O machismo é um discurso pronto que vem sendo desmontado, e tratar homens como “meninos” nos alerta à pensar em um público que deve ser infantilizado e desresponsabilizado de suas atitudes. Os mesmos que agem assim, muitas vezes, defendem a redução da maioridade penal. Não existe opressão fora da linguagem.
Assim, os sistemas se especializam em operações de linguagem. Dos discursos prontos que transitam no cotidiano às grandes corporações donas dos meios de comunicação – que são meios de produção da mentalidade geral por meio da linguagem – é sempre a mesma operação que está em jogo. Isso também
nos remete a pensar que toda mulher que repete o discurso machista está, infelizmente, inserida nesse processo de produção de discursos de opressão. Ela se torna vítima e algoz de si mesma.
Textos acusatórios foram escritos para dizer que casos assim enfraquecem a voz de quem precisa ou que esse enfraquecimento é por causa de mulheres assim, numa atitude já condenatória. Como se já estivesse provado que ela está tentando se aproveitar de alguma coisa. Muitas mulheres, inclusive algumas que se dizem feministas, saíram em defesa do jogador. Ora, se tomamos para nós a competência da polícia para investigar e da justiça para julgar, tomando um ponto de partida e de chegada que protege o homem: isso é machismo.
Aceitar a soberania das imagens ou das conversas como se fossem o todo da realidade também o revela. Nossa sociedade é machista e patriarcal. Enxergar para além disso demanda um esforço muitas vezes doloroso que requer estudo e desconstrução.

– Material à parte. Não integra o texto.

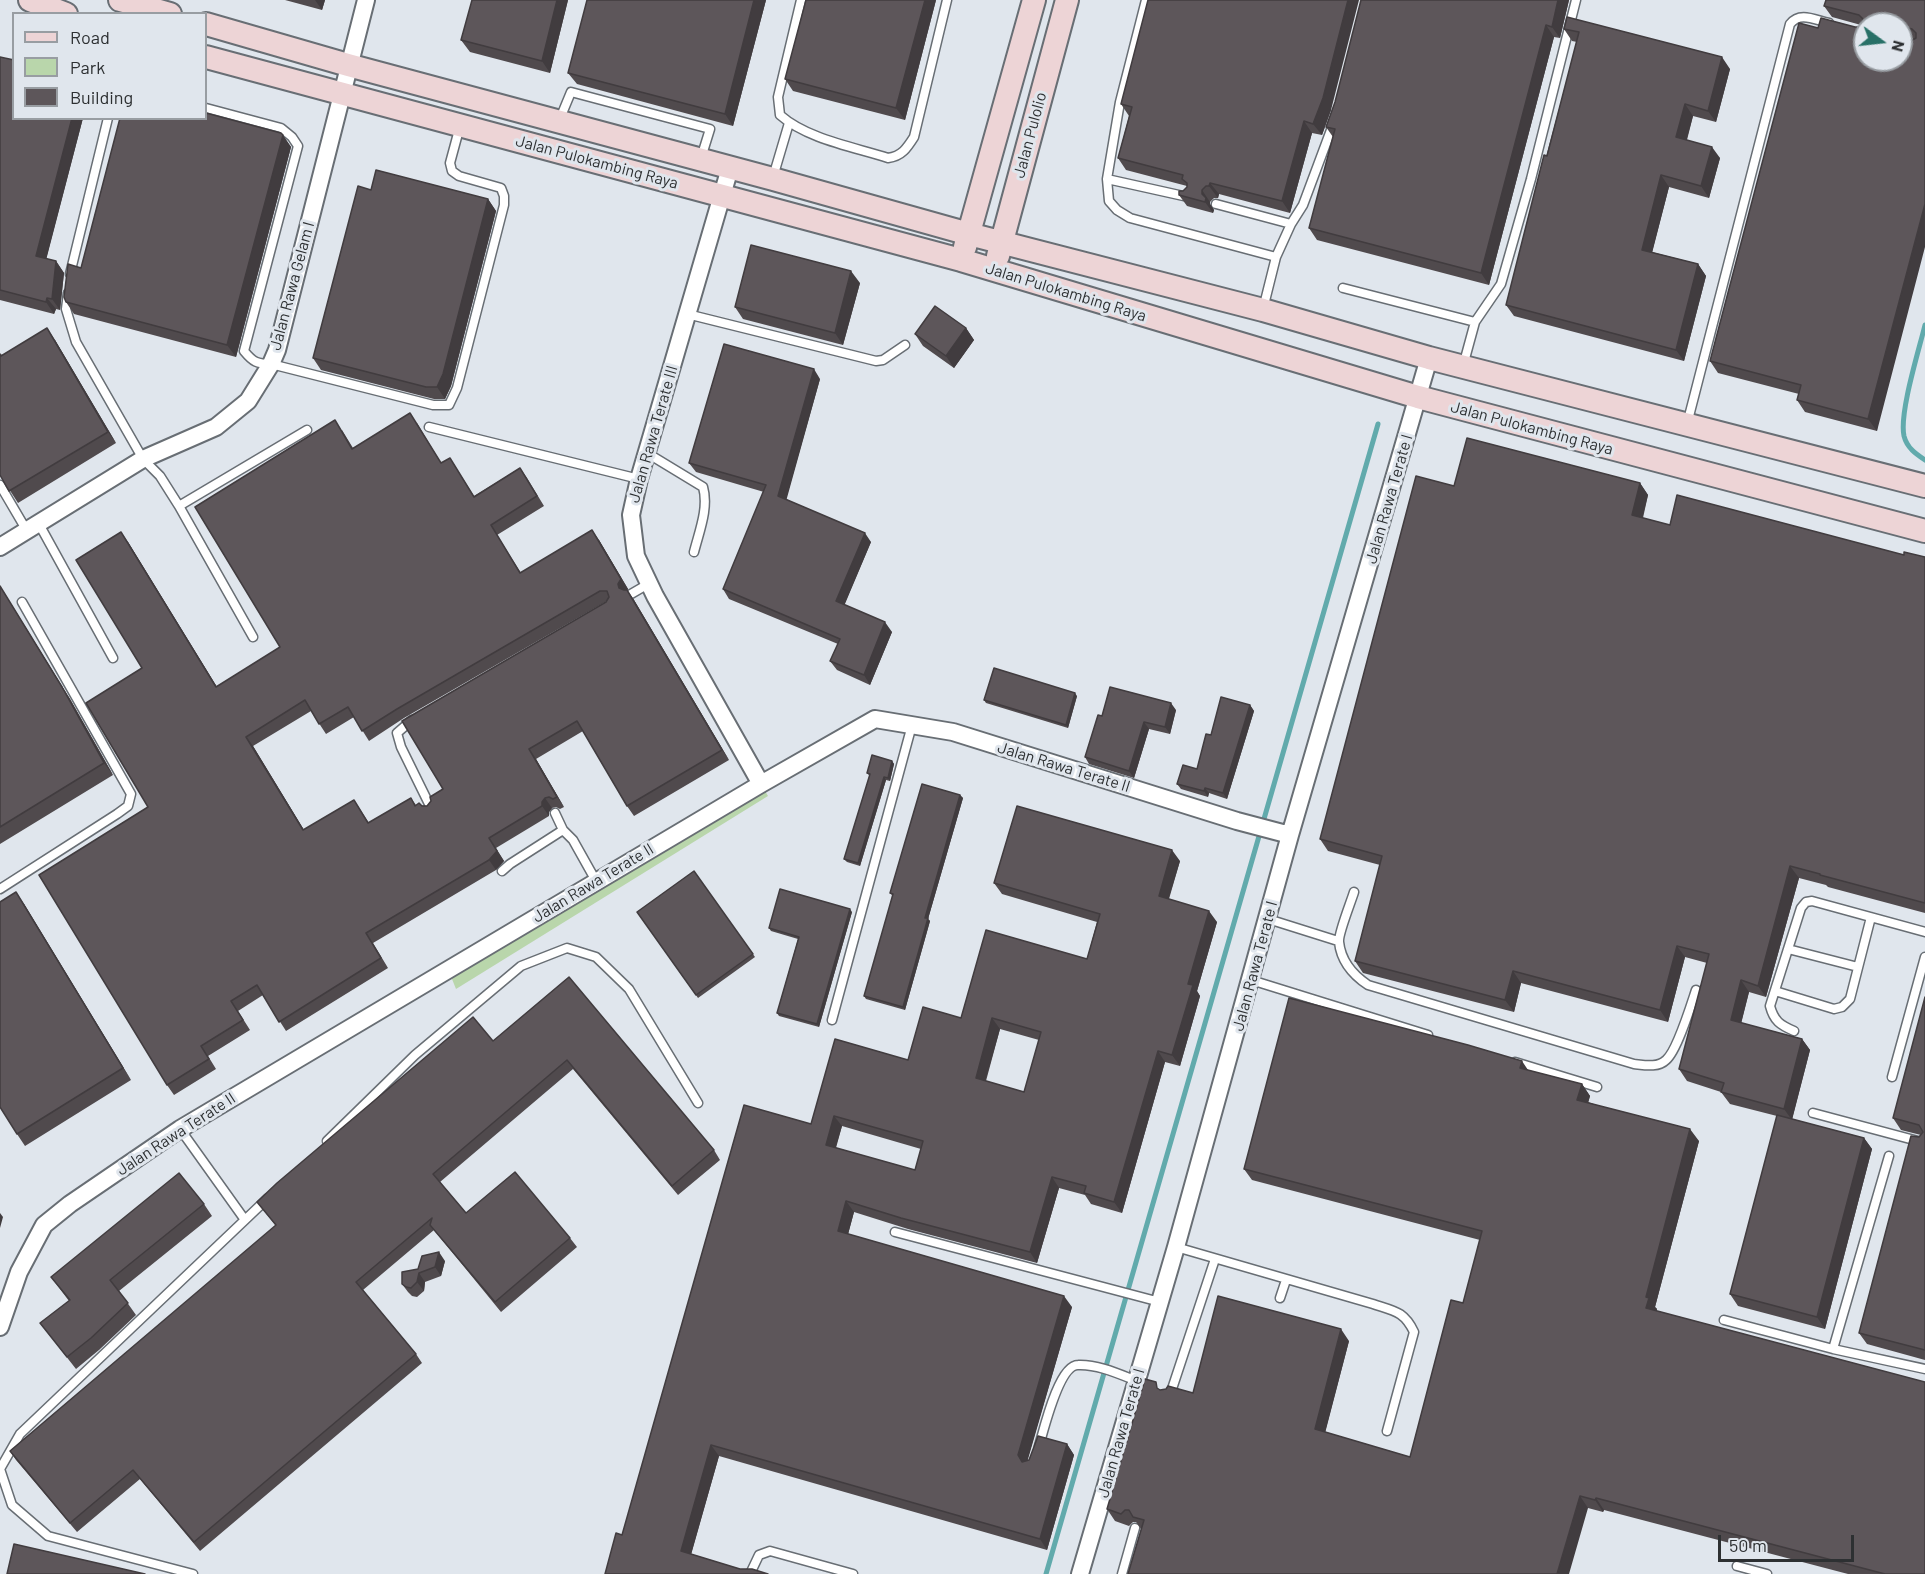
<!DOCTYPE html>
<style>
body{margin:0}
#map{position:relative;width:1925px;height:1574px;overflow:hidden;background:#e0e6ed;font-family:Barlow,sans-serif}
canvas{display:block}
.legend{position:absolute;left:12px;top:12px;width:195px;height:108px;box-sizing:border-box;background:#e0e6ed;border:2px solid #989da2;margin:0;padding:8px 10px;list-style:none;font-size:18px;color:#2d3032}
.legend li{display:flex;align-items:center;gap:12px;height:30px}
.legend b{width:30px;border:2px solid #989da2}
.north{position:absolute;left:1853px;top:12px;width:60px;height:60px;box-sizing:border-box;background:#e0e6ed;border:2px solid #989da2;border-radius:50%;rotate:105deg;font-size:16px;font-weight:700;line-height:24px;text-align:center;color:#2d3032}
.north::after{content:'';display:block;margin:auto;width:21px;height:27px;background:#287067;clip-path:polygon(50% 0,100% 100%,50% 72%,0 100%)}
.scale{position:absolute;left:1718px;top:1535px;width:136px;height:27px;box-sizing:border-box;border:3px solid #2d3032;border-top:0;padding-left:8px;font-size:18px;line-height:21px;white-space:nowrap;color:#2d3032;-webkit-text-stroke:4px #e0e6ed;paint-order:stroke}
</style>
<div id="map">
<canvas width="1925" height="1574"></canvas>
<ul class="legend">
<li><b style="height:8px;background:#edd4d6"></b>Road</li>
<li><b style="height:16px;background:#b9d6ab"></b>Park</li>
<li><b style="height:16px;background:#5d565a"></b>Building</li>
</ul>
<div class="north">N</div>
<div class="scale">50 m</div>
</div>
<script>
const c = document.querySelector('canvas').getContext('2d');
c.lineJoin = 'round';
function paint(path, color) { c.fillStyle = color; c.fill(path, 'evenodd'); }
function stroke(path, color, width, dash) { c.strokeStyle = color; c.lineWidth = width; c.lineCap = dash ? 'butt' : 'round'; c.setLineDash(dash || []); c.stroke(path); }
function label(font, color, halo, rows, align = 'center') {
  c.font = font + ' Barlow,sans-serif'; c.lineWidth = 6; c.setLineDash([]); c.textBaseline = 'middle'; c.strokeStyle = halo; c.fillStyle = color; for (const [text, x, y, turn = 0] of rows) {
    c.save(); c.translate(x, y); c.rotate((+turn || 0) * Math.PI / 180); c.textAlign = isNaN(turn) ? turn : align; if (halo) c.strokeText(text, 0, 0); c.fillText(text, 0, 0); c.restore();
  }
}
paint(new Path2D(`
 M761,784l7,12 -312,193 -8,-20z`), '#b9d6ab');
stroke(new Path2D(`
 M1925,325c-6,25 -26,88 -21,111 3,12 12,18 21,24
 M1046,1574l332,-1150`), '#61aaac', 5);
const lane = new Path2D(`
 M801,0l-23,97 2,18c27,24 74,32 108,43 14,-2 19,-10 26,-21l33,-137
 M1146,0l-26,102 -13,77 2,22 8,9 13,8 146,39 -13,52
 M206,108l75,20 11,9 6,9 -54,205c9,11 13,13 27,13l162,41h16l8,-17 47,-183v-9l-3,-8 -42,-12 -7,-5 -2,-8 10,-37
 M559,121l12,-29 139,37 -9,29
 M773,177l16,-54
 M1107,179l81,18
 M1216,204l75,20 -15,33
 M1291,224l12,-19 31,-83
 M70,274l38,-156
 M1343,288l132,34 -12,44
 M68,293l-2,16 10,33 67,117 17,17 19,30 74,131
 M687,314l189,47 7,-1 22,-15
 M1475,322l26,-38 30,-105 45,-179
 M1687,424l103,-400c10,-13 25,-4 39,-1
 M429,427l210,52
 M647,453l56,34c6,21 -4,45 -9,65
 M0,485l27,46
 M179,506l128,-76
 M39,524l74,134
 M631,594l19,-11
 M412,720l-15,13 4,14 31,63
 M555,813l8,17 10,10 23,41
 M502,871l8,-7 53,-34
 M0,889l117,-75 11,-8 3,-12 -109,-192
 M1354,892c-3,10 -16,42 -15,50 2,19 14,33 29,43l266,79c10,1 24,4 32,-4 11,-9 25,-55 30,-70
 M1268,919l70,22
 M1788,949l70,18
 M1251,980l177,55
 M1775,991l59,18 8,-2 8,-8 21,-82
 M832,1020l80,-295
 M1794,1031c-14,-6 -20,-10 -24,-25l31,-98 5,-6 6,-1 113,31
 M1515,1062l82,25
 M1892,1077l33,-120
 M1813,1113l112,30
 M180,1129l65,91
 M327,1141l88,-86 106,-89 46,-18 29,9 33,32 69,114
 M895,1232l265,70
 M1176,1247l197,57c21,7 31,7 41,28l-27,99
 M1280,1298l6,-18
 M1724,1320l109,29 92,20
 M1833,1349l56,-193
 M1170,1395l45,-136
 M1039,1446c5,-17 20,-81 39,-81 19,-1 41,9 59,16
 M1737,1566l30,8
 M193,1574l-145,-38 -36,-31 -12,-36 20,-35 248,-236
 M750,1574l9,-19 11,-4 83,23
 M1122,1574l13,-46`);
const street = new Path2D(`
 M730,168l-91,311 -8,36 5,41 19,40 106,188
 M0,547l143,-88 73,-32 32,-26 23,-37 6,-14 89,-350
 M0,1327l19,-55 25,-47 26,-21 110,-75 581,-345 114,-65 78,13 284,89 53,14
 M1080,1574l96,-327 114,-412 139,-477`);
const secondary = new Path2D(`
 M30,0l36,14
 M120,0l50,14
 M206,24l142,41 425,114 196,55 294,76 166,48 496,128
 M206,57l755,203 457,137 507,134
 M965,247l69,-247
 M998,256l69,-256`);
stroke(lane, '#686e74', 11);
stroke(street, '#686e74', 20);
stroke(secondary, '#686e74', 26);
stroke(lane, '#fff', 8);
stroke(street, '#fff', 16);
stroke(secondary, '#edd4d6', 22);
paint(new Path2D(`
 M285,0h40l-3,10z
 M568,0l-18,73 -80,-21 -9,-12z
 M766,0l-33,126 -156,-42 -9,-11z
 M936,0l-31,120 -112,-29 -8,-12z
 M1361,0h208l-9,38 -6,-1 -65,248 -172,-45 -8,-12 24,-91 -7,-10 9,-25z
 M1925,0l-48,431 -72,-19 -8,-12 2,-6 -81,-21 -8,-12 108,-333 41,-1 2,-2 -29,-8 -8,-11zM1865,24h36v12l12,3 -48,21z
 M1567,17l163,52 -14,53 -23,-6 -6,24 33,18 -11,40 -40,-11 -17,65 46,12 8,12 -22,85 -170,-45 -8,-11 71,-263 -5,-1 -8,-12z
 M0,57l14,61h69l-37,141 10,2 8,12 -4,37 -4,-1 -2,5 -54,-14z
 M1121,104l210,6 -9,25 -10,-2 -22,80 -71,-19 -1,4h-4l-4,4v2l4,6 -1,3 -26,-7 -8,-11 8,-8v-1l-61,-16 -8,-12 11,-42z
 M281,133l10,14 -55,210 -162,-43 -8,-12 15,-34z
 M371,190l117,9 8,12 -45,175 -6,13h-11l-113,-29 -8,-12z
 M860,283l-17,62 -100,-26 -8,-12z
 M966,328l8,12 -20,28 -31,-22 -8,-12z
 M55,340l61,103 -98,60 -18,-28v-122l2,2z
 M820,379l-34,120 85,43 -27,63 48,27 -22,53 -33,-15 -7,-9 8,-17 -109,-45 -6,-10 41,-97 -68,-20 -7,-9z
 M417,423l24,40 9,-5 24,38 46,-28 7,10 17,28 -47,29 24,38 78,-33 29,49 -1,1 7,10 95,160 -95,56 -7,-10 -44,-75 -47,28 28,48 -4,2 -4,-2 -4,1 -3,4v4l-53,32 8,13 -8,9 -123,73 15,25 -102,63 -23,-36 -25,16 12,19 -42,26 8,13 -42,26 -7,-10 -19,-278 -6,-139 -14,-126 89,145 63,-40 62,-217 11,18zM607,601l-180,205 -11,-1 -5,-7 -42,25 -15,-23 -50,30 -51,-84 58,-35 15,23 28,-17 15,24 35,-23z
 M1640,483l8,12 -5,23 27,7 255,32v356l-97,-26 -2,-2 -27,-7 -33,119 -17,-5 -8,31 61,16 8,11 -18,69 72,19 8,11 -47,180 -87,-23 -8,-12 47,-178 -47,-12 -9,-12 -34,-11 -8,-12 28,-106 -22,-6 -17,65 -147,-39 -7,29 -151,-39 -8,-12 25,-96 -52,-14 -8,-12 134,-353z
 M0,586l70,113 43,76 -113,69z
 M1077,696l-9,32 -82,-25 -2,-3z
 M1250,705l4,6 -27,88 -18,-6 -1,4 -27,-8 -4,-5 20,-15 14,-34z
 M1176,710l-6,24 -21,-5 -15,49 -45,-14 -4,-7 17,-41z
 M892,761l2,3 -4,17 -4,-1 -26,86 -13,-4 -3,-3 26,-83 -3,-3z
 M960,795l3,3 -35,121 2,2 -25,89 -39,-11 -2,-3 29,-100 -3,-3z
 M1180,861l-11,38 48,23 -20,69 3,5 -20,70 -15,-4 -43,151 -31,-9 -6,-9 -26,-7 -22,75 -129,-34 -54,-17 -6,22 224,73 -45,154 40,-17 7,11 -27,95 -328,-94 -28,98 49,15 -135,5 17,-39 189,-411 97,-64 53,-42 126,-59 10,-37 -95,-28 -8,-11zM1000,1029l39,11 -15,52 -38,-11zM842,1126l79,23 -6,21 -79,-22z
 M694,871l61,86 -57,41 -61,-86z
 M24,904l107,176 -106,66 -8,-12z
 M852,912l-33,115 -40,-11 -2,-3 21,-74 -27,-8 -2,-3z
 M569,977l145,173 6,10 -42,35 -105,-126 -133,113 26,31 104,25 7,9 -76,65 -67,-82 -71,60 53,64 6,9 -222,188 -60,-72 -63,53 -61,-72 -6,-9 266,-225 -19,-24 236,-161z
 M1925,997v363l-58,-16 -8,-11 62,-198 -20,-5 -8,-12z
 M1528,1070l54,14 8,12 -2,6 111,39 -44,166 2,2 -1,2 269,263h-77l-244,-64 -1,2 -15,-4 -447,21 -5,-7h-3l-4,4 -14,-5 -8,-12 54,-119 32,3 156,-52 -24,91 85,25 53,-154 17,-63 -228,-60 -8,-11z
 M204,1204l8,12 -93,75 17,24 -37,35 -23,19 -36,-46 29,-22 -18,-24z
 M445,1261l-4,15 -16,6 -1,9 -7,6 -5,-1 -4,-4 -6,-8 16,-15z`), '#504a4d');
paint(new Path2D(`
 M315,0h10l-3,10z
 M557,0h11l-18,73 -8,-12z
 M754,0h12l-33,126 -8,-12z
 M925,0h11l-31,120 -9,-12z
 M1348,0h11l-28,110 -9,25 -9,-11z
 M1558,0h11l-9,38 -8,-11z
 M1546,25l8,12 -65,248 -8,-12z
 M1722,57l8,12 -14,53 -8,-11z
 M1685,104l8,12 -9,33 -8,-12z
 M72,118h11l-39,150 -8,-12z
 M1304,121l8,12 -22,80 -8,-12z
 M283,135l8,12 -55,210 -9,-12z
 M1712,147l8,11 -11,40 -8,-12z
 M1661,175l8,12 -19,74 -8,-11z
 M1210,183l9,11 -1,4 -9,-12z
 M1202,190l8,12v2l4,6 -1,3 -8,-11 -3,-8z
 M488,199l8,12 -45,175 -6,13 -8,-12z
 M1925,204v43l-48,184 -9,-12z
 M56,261l8,12 -4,37 -8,-11z
 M1698,264l8,12 -22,85 -8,-11z
 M851,271l9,12 -17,62 -8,-12z
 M47,298l9,11 -2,5 -8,-12z
 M47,328l8,12 61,103 -8,-11z
 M966,328l8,12 -20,28 -8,-12z
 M814,369l6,10 -35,126 -7,-9z
 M1640,483l8,12 -8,32 -8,-12z
 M592,530l7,10 29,49 -3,4 -6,-5z
 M121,532l7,10 95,155 -7,-10z
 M865,533l6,9 -29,69 -6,-10z
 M0,586l70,113 43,76 -9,-12z
 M627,590l7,10 95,160 -7,-10z
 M885,622l7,10 -22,53 -6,-10z
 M1075,693l2,3 -9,32 -2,-3z
 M1171,703l5,7 -6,24 -5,-7z
 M1250,705l4,6 -27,88 -4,-6z
 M1144,722l5,7 -15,49 -5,-7z
 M246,737l7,9 57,94 -7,-10z
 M529,749l7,10 28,48 -7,-10z
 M892,761l2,3 -4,17 -2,-3z
 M884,777l2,3 -26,86 -2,-3z
 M1205,788l4,5 -1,4 -4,-6z
 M960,795l3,3 -35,121 2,2 -25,89 -2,-3 22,-89z
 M545,798l7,10 -3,4v4l-7,-10v-4z
 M489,838l15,23 -8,9 -7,-10z
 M1172,850l8,11 -14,46 -7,-11z
 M1790,866l9,12 -33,119 -8,-11z
 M16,892l8,12 107,176 -8,-12z
 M850,909l2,3 -33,115 -2,-3z
 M1209,911l8,11 -20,69 3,5 -20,70 -8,-11 16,-71z
 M1677,946l8,11 -17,65 -8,-12z
 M1513,971l8,12 -7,29 -9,-12z
 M1741,980l8,12 -10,40 -8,-12z
 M992,1018l8,11 -17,60 -7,-11z
 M1802,1039l8,11 -18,70 -8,-11z
 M1158,1051l7,11 -43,151 -8,-11z
 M1522,1061l8,12 -10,-5z
 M1582,1084l8,12 -4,15 -9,-11z
 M834,1116l8,10 -9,30 -7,-11z
 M1690,1129l9,12 -44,166 2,2 -3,11 -8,-12v-11z
 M1864,1138l8,11 -47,180 -8,-12z
 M1052,1177l7,11 -22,75 -7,-11z
 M846,1201l8,11 -8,30 -8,-11z
 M0,1213l3,4 -3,11z
 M439,1252l6,9 -4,15 -6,-9z
 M419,1273l6,9 -1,9 -7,-9z
 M1064,1296l8,11 -46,159 -4,-4 -4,-7z
 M1341,1329l8,12 -26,100 -8,-12z
 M1067,1444l7,11 -27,95 -7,-11z
 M711,1445l8,11 -30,106 -8,-11z
 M1580,1496l8,12 -19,66h-12z
 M1596,1498l8,12 -1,2 -8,-12z`), '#413c3f');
const building = new Path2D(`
 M472,0h85l-15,61 -81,-21z
 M587,0h167l-29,114 -157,-41z
 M806,0h119l-29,108 -111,-29z
 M1148,0h200l-25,98 -10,26 -9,-3 -22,80 -72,-18 -1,3h-3l-4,4v4l4,4 -1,4 -26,-7v-4h4l4,-4v-4l-5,-4 1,-4 -65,-17 14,-51 -11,-3z
 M1361,0h197l-6,27 -6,-2 -65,248 -172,-45 26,-99 -9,-2 9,-25z
 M1826,0h99v204l-57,215 -71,-19 4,-15 -91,-24 89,-338 19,5 3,-10 34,9h4l4,-3v-5l-4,-4 -35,-9zM1865,24h36v2l11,3 4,4v5l-7,4 -8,-3v21h-36z
 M1567,17l155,40 -14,54 -23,-7 -9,33 36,10 -11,39 -40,-11 -19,75 56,14 -22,86 -170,-45 38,-150 3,1 32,-124 -15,-3z
 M0,57l14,3v58h58l-36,138 20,5 -4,38 -5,-1 -1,4 -46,-12z
 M206,113l75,20 2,2 -56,210 -161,-43 -2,-5 4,-33 13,4 39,-150h86z
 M376,170l112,29 -45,175 -6,13h-11l-113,-29 45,-172 13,4z
 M751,245l100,26 -16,62 -100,-26z
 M935,306l31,22 -20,28 -31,-22z
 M47,328l61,104 -99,59 -9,-16v-120l1,1z
 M724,344l90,25 -36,127 87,37 -29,68 49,21 -21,53 -34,-14 10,-22 -117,-50 43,-104 -77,-22z
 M410,413l31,50 9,-5 24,39 46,-29 17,28 -46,29 29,48 72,-43 29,49 -3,5 1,4 5,2h3l95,160 -95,56 -50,-85 -48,28 28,48 -4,2 -4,-2 -4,1 -3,4v4l-53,32 8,13 -8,9 -123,73 15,25 -102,64 -22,-37 -26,16 12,19 -42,26 8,13 -42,26 -128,-210 109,-68 -62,-104 56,-35 -66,-108 45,-28 95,155 64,-40 -85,-140 140,-87 17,29zM600,591h7l2,6 -3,5 -204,119 41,68 -13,8 1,4 -4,5h-5l-3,-3 -4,3 -4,-8 -43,25 -14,-23 -51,30 -57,-93 59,-37 14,24 29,-17 14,24 35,-22z
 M1467,438l173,45 -8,32 38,10 7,-30 227,60v-3l21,5v346l-105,-28v-1l-30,-8 -32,120 -17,-6 -10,40 71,19 -18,70 -63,-17 3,-9 -45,-14 30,-115 -32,-8 -17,64 -147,-39 -8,29 -150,-39 27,-105 -62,-17 96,-363 38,10z
 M0,586l62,101 42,76 -104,64z
 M994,668l81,25 -9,32 -82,-25z
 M1110,687l61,16 -6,24 -21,-5 -15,49 -44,-14 13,-42 4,1z
 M1221,697l29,8 -27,88 -18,-5 -1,3 -27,-7 6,-19 14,4 9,-35 5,1z
 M872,755l20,6 -4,17 -4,-1 -26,86 -14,-4 26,-85 -3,-1z
 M922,784l38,11 -35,123h3l-25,89 -39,-11 29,-102 -3,-1z
 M1017,806l155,44 -13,46 50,15 -21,73 5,1 -21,70 -14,-4 -44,151 -30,-9 2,-7 -34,-9 -22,75 -129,-34 -55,-17 -8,30 226,65 -46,159 4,7 7,-2 9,-24 29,8 -27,95 -329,-94 -30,106 59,18h12l16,5h-163l11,-41 6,2 122,-430 67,19 24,-85 73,21 15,-53 38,11 25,-88 101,29 13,-45 -106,-31zM992,1018l49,14 -17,60 -48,-14zM834,1116l89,25 -8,29 -89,-25z
 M694,871l59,83 -57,41 -59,-83z
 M780,889l70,20 -33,115 -40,-11 22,-76 -30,-9z
 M16,892l107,176 -106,66 -17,-27v-205z
 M569,977l145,173 -42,36 -105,-126 -134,114 33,39 49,-41 55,66 -75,64 -65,-77 2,-7 -76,64 60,72 -222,188 -61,-72 -63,53 -60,-72 266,-226 -19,-23 20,-19 196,-166 20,24z
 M1925,997v353l-66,-17 52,-197 8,1 4,-5 -4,-7 -26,-7z
 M1289,998l179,47 54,16 -2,7 62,16 -5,16 113,29 -44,168 3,1 -3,10 279,74v192h-40l-289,-76 -1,2 -15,-4 -23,78h-429l16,-54 -11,-3 -4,-7h-4l-4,4 -14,-5 38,-130 11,3 1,6 3,2 6,-1 2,-3 25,7 25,-97 123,33 -26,100 95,28 41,-157 12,3 19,-72 -238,-62z
 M1777,1115l87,23 -47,179 -87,-23z
 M179,1173l25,31 -94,76 18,23 -37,35 -24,19 -27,-34 30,-23 -19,-23z
 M439,1252l-4,15 -16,6 -2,9 -6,6 -5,-1 -4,-3v-12l16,-3 4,-13z
 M14,1544l131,30h-138z`);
paint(building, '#5d565a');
stroke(building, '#413c3f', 1.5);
label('16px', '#2d3032', '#e0e6ed', [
 ["Jalan Pulolio",1030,135,-75],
 ["Jalan Pulokambing Raya",597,162,15],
 ["Jalan Rawa Gelam I",292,286,-75],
 ["Jalan Pulokambing Raya",1066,292,17],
 ["Jalan Pulokambing Raya",1532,428,15],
 ["Jalan Rawa Terate III",653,434,-74],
 ["Jalan Rawa Terate I",1389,499,-74],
 ["Jalan Rawa Terate II",1064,767,17],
 ["Jalan Rawa Terate II",593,883,-31],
 ["Jalan Rawa Terate I",1255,966,-75],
 ["Jalan Rawa Terate II",176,1134,-33],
 ["Jalan Rawa Terate I",1121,1433,-74]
]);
</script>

Não é por causa de mulheres assim que outras são estupradas ou tem sua versão questionada. É por causa dos estupradores e toda uma cultura de assédio, cultura do estupro. O estupro é um crime subnotificado exatamente por isso. Homens estupram uma mulher a cada 11 minutos no Brasil. 99% dos casos de estupro ficam impunes no Brasil.
Violências sexuais praticadas por cônjuge ou companheiro representam 13,15% dos crimes de estupro praticados no Brasil, segundo o Atlas da Violência de 2018. De acordo com especialistas, o número de registros não reflete a quantidade dos casos, pois, como já dissemos, o estupro é um crime subnotificado, uma cifra oculta, como denominada pela Sociologia e Criminologia moderna. Especialmente em caso de relação estável.
Algumas campanhas e movimentos de mulheres tentam conscientizar sobre a cultura do assédio e estupro esclarecendo sobre consentimento com campanhas como “Não é Não”.
Estar numa relação ou ser casado não dá direito a ninguém sobre o corpo do outro. O motivo de não acreditar nas mulheres parte do mesmo ponto que as levou a serem violentadas: o fato de serem mulheres. Assim como em todos os outros dias, domingo não é um bom dia para ser mulher no Brasil.